今日看來,恐怕仍然要忙。
元光三年的年初,不知是什么緣故,各地緊急的事務,就雪片一樣飛來,即墨潯分身乏術,忙了五六日,都在涵元殿里,沒有得空。
到了正月初八,難得有了些閑暇,長公主卻已打算要回洛陽。
“皇姐為何不多留些時日?幾日事忙,尚未來得及多和皇姐說說話。”
長公主無奈道:“阿衡年歲小,離了母親,又哭又鬧的,只怕鬧得府上不安生。”
即墨潯蹙眉,自是舍不得長公主走:“……那,皇姐為何不帶阿衡一道來?”
長公主道:“車馬勞頓,阿衡身子弱,哎,經不得。”她笑了笑,望了眼即墨潯,揶揄說,“等你們有孩子了,自然就曉得了。”
這話說得即墨潯神色一動。

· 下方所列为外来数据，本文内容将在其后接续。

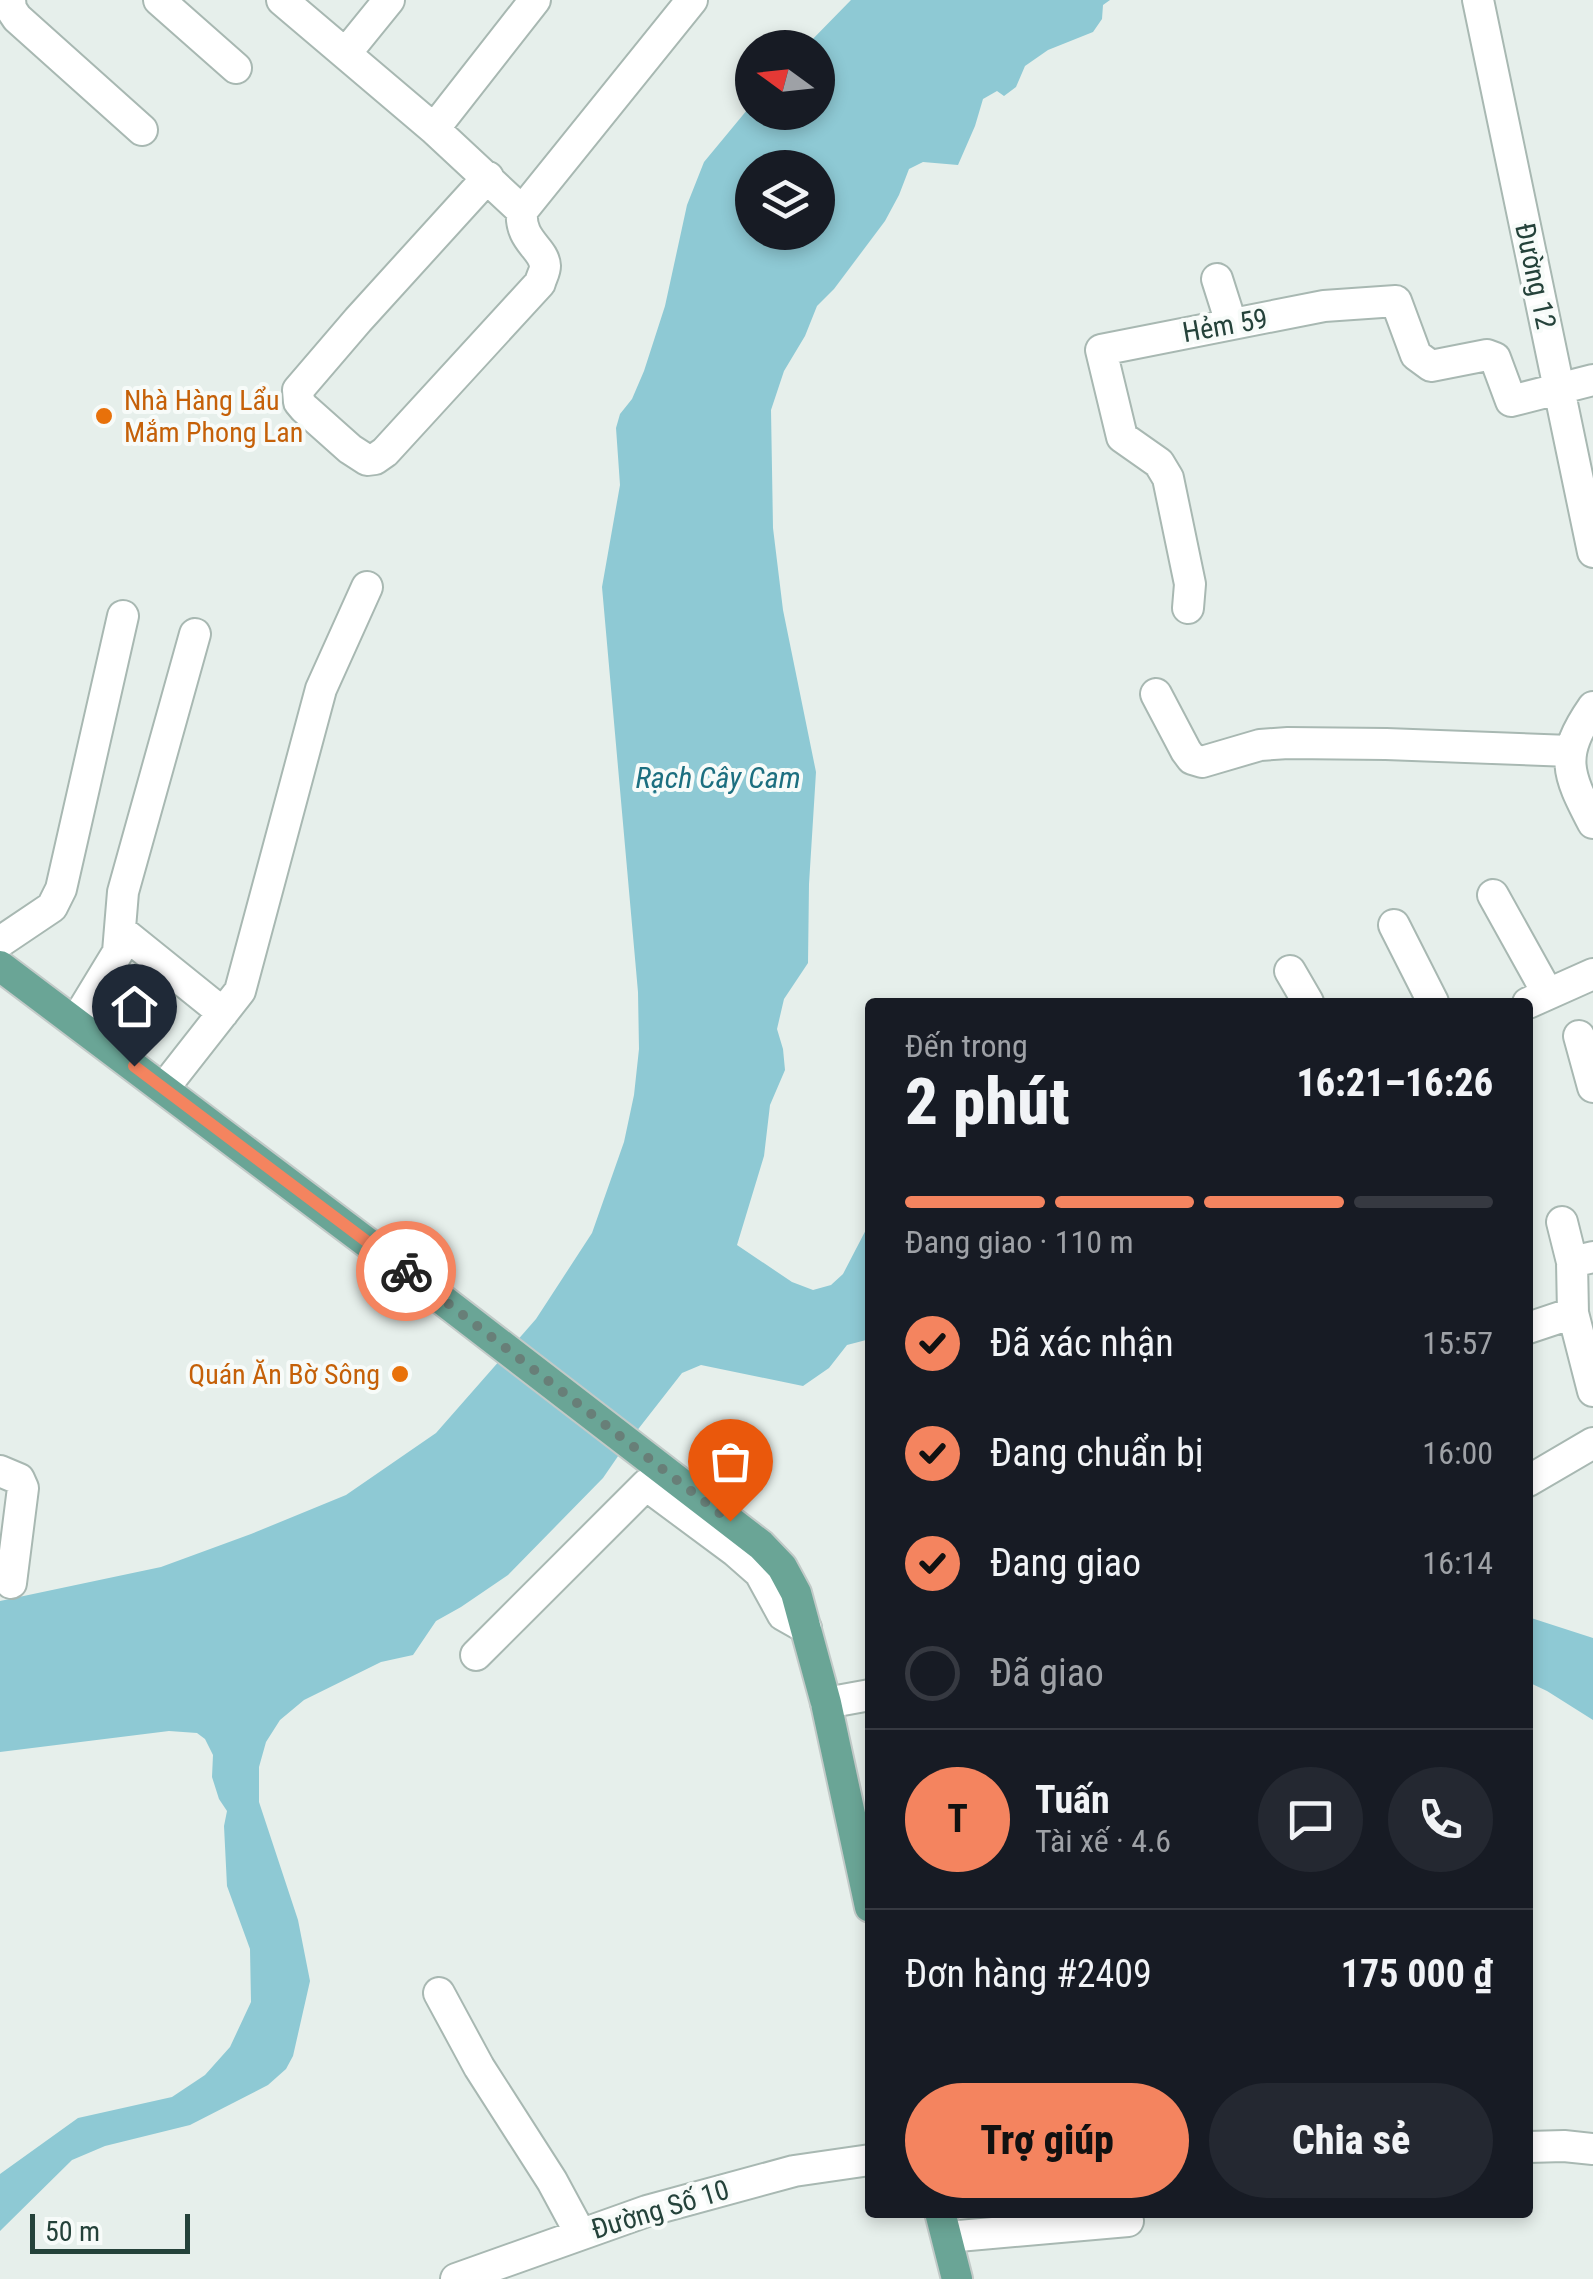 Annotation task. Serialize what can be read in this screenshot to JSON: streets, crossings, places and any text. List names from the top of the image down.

他的孩子……
今日倒是沒有下雪,難得是個薄寒的晴日,日光遠射,不算多么溫暖。
長公主明日要走了,即墨潯忙里偷閑,陪同她在御花園走走。
吳有祿心道,陛下在外是皇帝,在長公主跟前,就全然是弟弟的樣子了,素來冷漠少話,關于長公主的家長里短,卻絲毫不嫌煩,樁樁件件都肯耐心聽著。
長公主的喜好,陛下也記在心里。長公主喜歡書畫,去年宮里得的六百年前大畫家的真跡,陛下眼也不眨,叫人封在給長公主帶回洛陽的箱子里。